> **EXERCISE OBJECTIVE**
Go through the entries below and copy every line that holds the word "shadow".

> **INPUT**
+---+
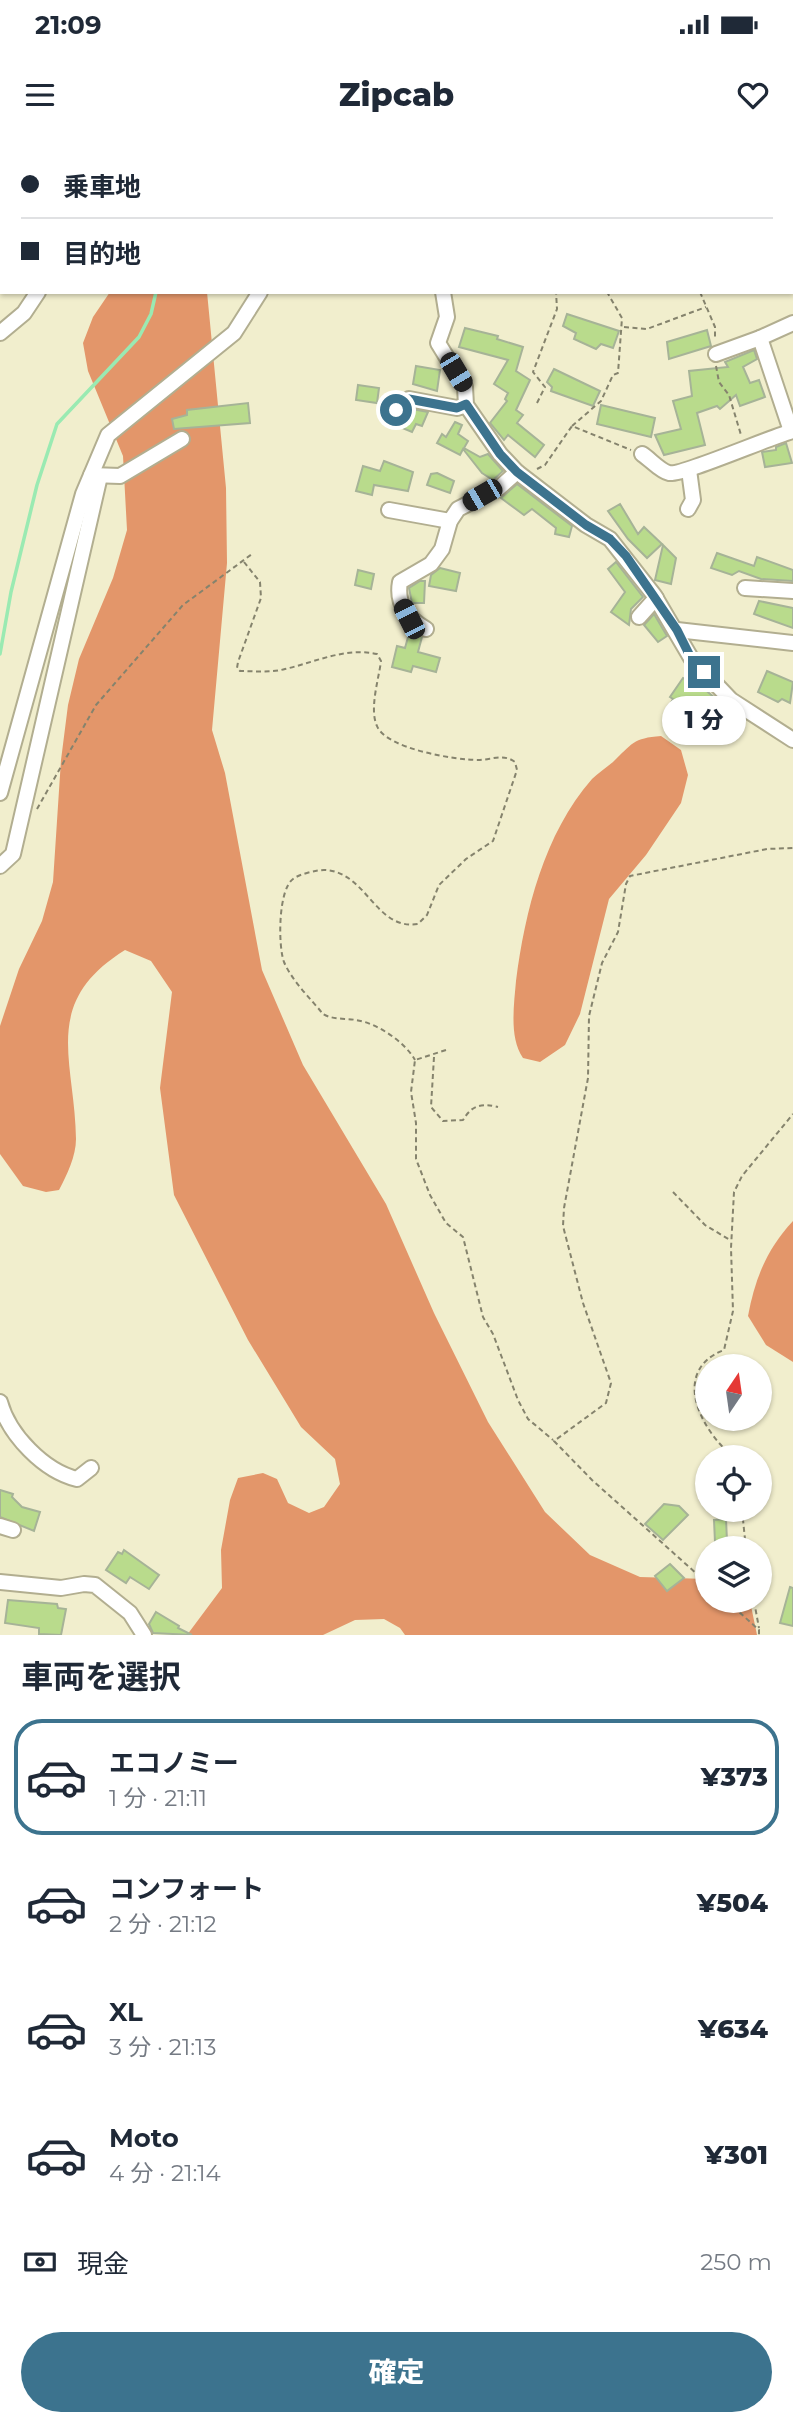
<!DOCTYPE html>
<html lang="ja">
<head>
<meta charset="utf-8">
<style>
	:root { --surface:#fff; --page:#f6f6f7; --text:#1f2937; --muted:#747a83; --line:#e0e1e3; --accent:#3c738e }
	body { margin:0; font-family:Montserrat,"Noto Sans JP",sans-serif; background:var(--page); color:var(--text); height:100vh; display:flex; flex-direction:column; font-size:26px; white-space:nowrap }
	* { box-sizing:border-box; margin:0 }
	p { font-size:23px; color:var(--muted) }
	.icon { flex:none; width:38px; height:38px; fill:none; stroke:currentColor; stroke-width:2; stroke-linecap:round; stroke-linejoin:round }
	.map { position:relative; height:1495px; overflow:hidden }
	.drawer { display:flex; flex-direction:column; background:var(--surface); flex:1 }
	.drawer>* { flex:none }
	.hud { position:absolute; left:0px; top:0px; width:794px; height:154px; box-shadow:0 2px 5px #0004; display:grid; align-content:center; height:154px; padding:0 21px; background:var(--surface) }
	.needle { width:46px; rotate:13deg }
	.buttons { position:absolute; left:695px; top:1214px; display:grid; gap:14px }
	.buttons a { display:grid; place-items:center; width:77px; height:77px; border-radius:50%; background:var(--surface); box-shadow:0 2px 5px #0004; font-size:35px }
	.end { position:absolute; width:32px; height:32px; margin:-16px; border:9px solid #3c738e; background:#fff; box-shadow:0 0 0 4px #fff }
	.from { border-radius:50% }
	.bubble { position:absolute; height:49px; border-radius:24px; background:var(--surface); box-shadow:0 2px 5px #0004; font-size:23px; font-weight:800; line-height:49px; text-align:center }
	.car { position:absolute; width:21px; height:42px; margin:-21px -10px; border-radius:9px; box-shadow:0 0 5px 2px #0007; background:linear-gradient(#222 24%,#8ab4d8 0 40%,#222 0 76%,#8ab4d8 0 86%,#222 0) }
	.hud b { display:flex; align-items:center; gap:24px; height:66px; font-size:26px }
	.hud b+b { border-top:2px solid var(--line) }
	.hud i { width:18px; height:18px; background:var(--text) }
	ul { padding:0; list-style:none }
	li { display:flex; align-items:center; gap:21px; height:116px; margin:0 14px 10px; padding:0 7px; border:4px solid transparent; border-radius:28px }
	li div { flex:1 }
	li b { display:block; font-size:26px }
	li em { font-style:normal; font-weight:800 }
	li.current { border-color:var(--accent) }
	li>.icon { width:63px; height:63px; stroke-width:1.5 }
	h2 { padding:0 21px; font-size:32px; line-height:84px }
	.pay { display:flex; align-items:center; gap:18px; height:77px; padding:0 21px; font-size:26px }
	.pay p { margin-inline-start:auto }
	.primary-button { display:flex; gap:14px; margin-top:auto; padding:14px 21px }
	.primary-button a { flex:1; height:80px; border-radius:42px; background:var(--accent); color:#fff; font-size:28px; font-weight:800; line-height:80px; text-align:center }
	.status { display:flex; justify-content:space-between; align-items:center; height:49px; padding:0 35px; background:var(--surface); direction:ltr }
	.status svg { height:19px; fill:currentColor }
	header { display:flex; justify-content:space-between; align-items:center; height:91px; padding:0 21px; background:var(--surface); font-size:32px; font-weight:800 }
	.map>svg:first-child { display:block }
	.forest { fill:#e3966a }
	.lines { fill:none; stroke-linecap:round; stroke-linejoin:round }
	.stream { stroke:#9aeab2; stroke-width:3.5 }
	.building { fill:#b9db8c; stroke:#a6b397; stroke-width:2 }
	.minor-casing { stroke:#b2ae90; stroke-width:18 }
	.path { stroke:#85836d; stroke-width:2; stroke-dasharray:5 3.5; stroke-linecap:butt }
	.minor { stroke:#fff; stroke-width:14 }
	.route { stroke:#3c738e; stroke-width:9 }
</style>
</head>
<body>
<div class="status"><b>21:09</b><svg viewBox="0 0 49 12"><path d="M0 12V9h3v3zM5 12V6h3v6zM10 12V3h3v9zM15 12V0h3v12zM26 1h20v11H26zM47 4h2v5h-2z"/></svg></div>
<header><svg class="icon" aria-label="menu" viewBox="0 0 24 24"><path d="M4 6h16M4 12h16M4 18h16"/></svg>Zipcab<svg class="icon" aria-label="heart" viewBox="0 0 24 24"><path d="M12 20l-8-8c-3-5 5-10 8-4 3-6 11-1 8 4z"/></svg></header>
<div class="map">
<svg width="793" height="1495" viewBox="0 0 793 1495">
	<rect width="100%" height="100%" fill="#f1eecd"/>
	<!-- forest -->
	<g class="forest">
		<path d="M110,152H207L226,348L227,423L212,590L225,633L262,830L303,925L386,1064L434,1173L488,1282L545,1372L590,1415L640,1437L707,1439V1461H750L757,1495H405L400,1488L384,1479L355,1480L323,1495H187L222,1448L221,1410L230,1360L238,1338L263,1333L277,1339L288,1363L309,1373L324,1367L340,1344L335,1319L301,1287L248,1200L174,1055L160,948L172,852L151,821L125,810C40,863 75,920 76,999C76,1016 67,1035 59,1050L46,1052L23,1046L0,1014V886L19,829L42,781L53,742L61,620L68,565L79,519L113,438L127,390L123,316L88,231L83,203L93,177Z"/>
		<path d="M661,596L681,610L688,635L681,663L646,715L609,759L580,874L565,905L540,922L523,918C509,898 514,865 516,841C525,771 544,694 592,639C598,633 606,628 613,622C632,604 633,598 661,596Z"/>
		<path d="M793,1081V1222L766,1205L748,1176C755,1138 767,1109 793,1081Z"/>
	</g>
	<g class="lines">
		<!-- stream -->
		<g class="stream">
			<path d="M154,2L155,0"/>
			<path d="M0,514L11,452L37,345L57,284L139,197L151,174L156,152"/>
		</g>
	</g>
	<!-- building -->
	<g class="building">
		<path d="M567,174L619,191L613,208L601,204L596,209L574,199L576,193L563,186Z"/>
		<path d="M465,188L498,196L497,199L523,207L516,231L530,240L516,270L523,275L517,283L544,305L535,317L508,295L504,300L490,283L507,261L505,259L508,253L494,244L508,220L459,207Z"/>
		<path d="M707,190L711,206L669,219L667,202Z"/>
		<path d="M754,210L757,219L743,227L750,243L759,240L765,257L740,266L736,255L720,269L717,266L697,273L705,305L664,315L655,295L681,289L673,261L692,256L689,231L728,227L725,222Z"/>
		<path d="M416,226L440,230L437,251L413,244Z"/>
		<path d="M554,229L600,251L593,266L551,251L552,247L547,242Z"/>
		<path d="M358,245L379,248L377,263L356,260Z"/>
		<path d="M248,263L250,283L174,289L172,279L187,275V270Z"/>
		<path d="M601,265L655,278L651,297L597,284Z"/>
		<path d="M412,269L428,272L422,286L416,284L412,292L400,287Z"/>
		<path d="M455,282L462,285L458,294L468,301L464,308L480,317L488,314L503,331L493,340L482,333L463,309L460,315L437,303L442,294L446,297Z"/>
		<path d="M786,303L792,323L765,327L762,312L776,310V307Z"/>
		<path d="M384,321L413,332L408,351L374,345L372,355L356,351L363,326L380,331Z"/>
		<path d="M437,333L454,341L450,353L427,345L431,334Z"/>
		<path d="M517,344L572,386L569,397L555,394L556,388L532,369L524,375L501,358Z"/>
		<path d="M620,364L638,394L644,387L662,404L647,418L628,399L608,371Z"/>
		<path d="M663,405L676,418L671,444L655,440Z"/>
		<path d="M717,413L754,426L757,417L793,430V441L761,439L739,431L732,435L711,428Z"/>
		<path d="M616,422L643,457L631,469L629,485L611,472L625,452L608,429Z"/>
		<path d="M440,428L460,433L456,451L429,446L431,435Z"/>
		<path d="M358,430L374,434L371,449L355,445Z"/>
		<path d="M420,441H425L424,463H412L409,448Z"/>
		<path d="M759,461L793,468V488L754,474Z"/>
		<path d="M654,474L667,496L658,502L644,485Z"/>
		<path d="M410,490L422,497L418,512L440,518L436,532L413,526L411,532L392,527L397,506L405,508Z"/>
		<path d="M767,531L793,542L790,563L782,559L778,562L758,552Z"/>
		<path d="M689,536L729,570L724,577L705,559L692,577L671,563L673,559L670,557L683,538L687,540Z"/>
		<path d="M0,1350L13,1354L12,1357L22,1367L40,1372L34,1391L0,1377Z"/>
		<path d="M664,1364L679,1366L688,1375L663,1400L645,1384Z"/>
		<path d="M726,1379L727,1401L715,1402L714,1380Z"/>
		<path d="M124,1410L159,1435L149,1449L130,1437L126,1443L106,1430L118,1412L122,1414Z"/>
		<path d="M670,1424L684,1438L667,1451L655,1436Z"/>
		<path d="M790,1447L793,1448V1486L780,1483Z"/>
		<path d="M8,1460L57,1464L58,1468L66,1469L61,1495L39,1494V1488L5,1483Z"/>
		<path d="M156,1472L179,1486L178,1488L192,1495L153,1493L149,1484Z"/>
	</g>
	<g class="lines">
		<!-- minor casing -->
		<g class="minor-casing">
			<g id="minor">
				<path d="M206,0L211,2"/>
				<path d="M637,0L638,2"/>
				<path d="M678,0L679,2"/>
				<path d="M49,2L50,0"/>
				<path d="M238,2L239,0"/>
				<path d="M596,2L597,0"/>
				<path d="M0,29L2,30"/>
				<path d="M0,97H2"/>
				<path d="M443,152L447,177L438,203L465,247L466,265L500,314L517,332L586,385L610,399L654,455L691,518L731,560L793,600"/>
				<path d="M0,193L24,173L38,152"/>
				<path d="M716,214L760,198"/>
				<path d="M396,270L409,259L457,268L466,265"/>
				<path d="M791,291L760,198L793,183"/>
				<path d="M642,314C650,319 660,331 669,333C681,336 770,297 793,291"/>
				<path d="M91,335L120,336L182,299"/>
				<path d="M688,369L693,360L689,330"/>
				<path d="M389,370L450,381"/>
				<path d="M745,448L793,451"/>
				<path d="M639,477L656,458"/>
				<path d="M426,489C407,478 396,464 400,442L431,424L442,409L450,381L458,369L499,348L517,332"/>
				<path d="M677,490L793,503"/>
				<path d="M0,653L83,354L108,295L234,193L260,152"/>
				<path d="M0,726L13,714L100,336"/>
				<path d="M0,1262C9,1295 44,1331 77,1339L91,1328"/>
				<path d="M0,1386L13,1390"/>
				<path d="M0,1442L61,1448L84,1444L95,1445L130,1473L144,1495"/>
			</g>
		</g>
		<!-- path -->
		<g class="path">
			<path d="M700,152L715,187V199"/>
			<path d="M624,187L647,189L706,167"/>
			<path d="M716,226L719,242L729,255L741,295"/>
			<path d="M537,263L545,247L533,232L557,169L556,152"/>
			<path d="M572,286L601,261L613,235L618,233L622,178L607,152"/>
			<path d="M537,329L545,325L572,286L631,310"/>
			<path d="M244,422L260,442L261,458L238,522L237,528L240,531C255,531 271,533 285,529C316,522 345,507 377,514L381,521C379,538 369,569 377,586C386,609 456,620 478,620C491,620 503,613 515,622L517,630L493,701L466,719L439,745L427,775L418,784C375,791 367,731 324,730C317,730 299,734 293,739C278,750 278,806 284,822C292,841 311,859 323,874C333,880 345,878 356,880C377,883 405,902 415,920"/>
			<path d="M37,669L96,565L183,465L252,414"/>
			<path d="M446,910L415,920L411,952L416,983V1019L430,1055L446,1083L463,1097L483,1177L493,1194L518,1260L528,1279L553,1300"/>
			<path d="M434,917L431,967L443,981L463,980C472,965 481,963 498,967"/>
			<path d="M673,1052L705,1085L730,1100"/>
			<path d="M735,1318C702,1293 669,1231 724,1210L733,1171L731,1108L734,1052L742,1036L793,974"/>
			<path d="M742,1370L746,1409"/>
			<path d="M707,1443L592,1340L554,1301L606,1263L611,1243L583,1163L563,1086L564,1068L588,938L589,876L602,823L618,792L626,744L630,736L767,709L793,708"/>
			<path d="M727,1461L759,1490V1495"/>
			<path d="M754,1461L759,1488"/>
		</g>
		<!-- minor -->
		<use href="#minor" class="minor"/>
	</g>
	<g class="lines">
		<!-- route -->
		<path class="route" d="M396,270L409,259L457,268L466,264L500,314L517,332L586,385L610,399L626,416L677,490L691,518L704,532"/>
	</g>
</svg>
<div class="buttons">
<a><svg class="needle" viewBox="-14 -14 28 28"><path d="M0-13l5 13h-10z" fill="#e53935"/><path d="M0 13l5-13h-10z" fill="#747a83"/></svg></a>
<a><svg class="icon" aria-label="locate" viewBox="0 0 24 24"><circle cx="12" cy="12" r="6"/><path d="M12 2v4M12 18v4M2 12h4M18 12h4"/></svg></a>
<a><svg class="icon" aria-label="layers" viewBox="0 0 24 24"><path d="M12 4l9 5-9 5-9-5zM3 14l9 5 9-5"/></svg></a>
</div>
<i class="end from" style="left:396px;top:270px"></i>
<i class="end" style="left:704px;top:532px"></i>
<div class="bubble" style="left:662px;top:556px;width:84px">1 分</div>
<i class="car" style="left:456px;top:232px;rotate:149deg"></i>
<i class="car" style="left:482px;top:355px;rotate:240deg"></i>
<i class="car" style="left:409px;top:479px;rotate:333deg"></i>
<div class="hud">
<b><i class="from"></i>乗車地</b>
<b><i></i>目的地</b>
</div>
</div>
<section class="drawer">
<h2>車両を選択</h2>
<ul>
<li class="current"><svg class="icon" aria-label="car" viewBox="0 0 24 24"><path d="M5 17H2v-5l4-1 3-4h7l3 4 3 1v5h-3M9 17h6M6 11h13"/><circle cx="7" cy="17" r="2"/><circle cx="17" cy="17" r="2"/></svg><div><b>エコノミー</b><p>1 分 · 21:11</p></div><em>¥373</em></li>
<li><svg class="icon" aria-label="car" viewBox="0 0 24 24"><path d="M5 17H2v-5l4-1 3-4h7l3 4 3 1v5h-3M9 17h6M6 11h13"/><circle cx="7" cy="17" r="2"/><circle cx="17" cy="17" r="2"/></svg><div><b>コンフォート</b><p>2 分 · 21:12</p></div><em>¥504</em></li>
<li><svg class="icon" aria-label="car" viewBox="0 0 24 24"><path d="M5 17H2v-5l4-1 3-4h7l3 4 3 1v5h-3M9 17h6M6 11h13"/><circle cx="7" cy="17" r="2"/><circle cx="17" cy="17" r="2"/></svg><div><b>XL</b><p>3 分 · 21:13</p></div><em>¥634</em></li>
<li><svg class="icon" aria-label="car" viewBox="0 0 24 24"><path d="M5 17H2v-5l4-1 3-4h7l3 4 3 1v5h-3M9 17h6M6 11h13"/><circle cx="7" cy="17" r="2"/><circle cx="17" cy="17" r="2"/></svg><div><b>Moto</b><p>4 分 · 21:14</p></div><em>¥301</em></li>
</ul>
<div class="pay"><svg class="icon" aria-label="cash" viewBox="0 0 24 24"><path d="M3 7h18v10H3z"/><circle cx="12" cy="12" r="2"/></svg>現金<p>250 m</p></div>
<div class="primary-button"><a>確定</a></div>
</section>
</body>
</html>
+---+
> **ANSWER BELOW**
	.hud { position:absolute; left:0px; top:0px; width:794px; height:154px; box-shadow:0 2px 5px #0004; display:grid; align-content:center; height:154px; padding:0 21px; background:var(--surface) }
	.buttons a { display:grid; place-items:center; width:77px; height:77px; border-radius:50%; background:var(--surface); box-shadow:0 2px 5px #0004; font-size:35px }
	.end { position:absolute; width:32px; height:32px; margin:-16px; border:9px solid #3c738e; background:#fff; box-shadow:0 0 0 4px #fff }
	.bubble { position:absolute; height:49px; border-radius:24px; background:var(--surface); box-shadow:0 2px 5px #0004; font-size:23px; font-weight:800; line-height:49px; text-align:center }
	.car { position:absolute; width:21px; height:42px; margin:-21px -10px; border-radius:9px; box-shadow:0 0 5px 2px #0007; background:linear-gradient(#222 24%,#8ab4d8 0 40%,#222 0 76%,#8ab4d8 0 86%,#222 0) }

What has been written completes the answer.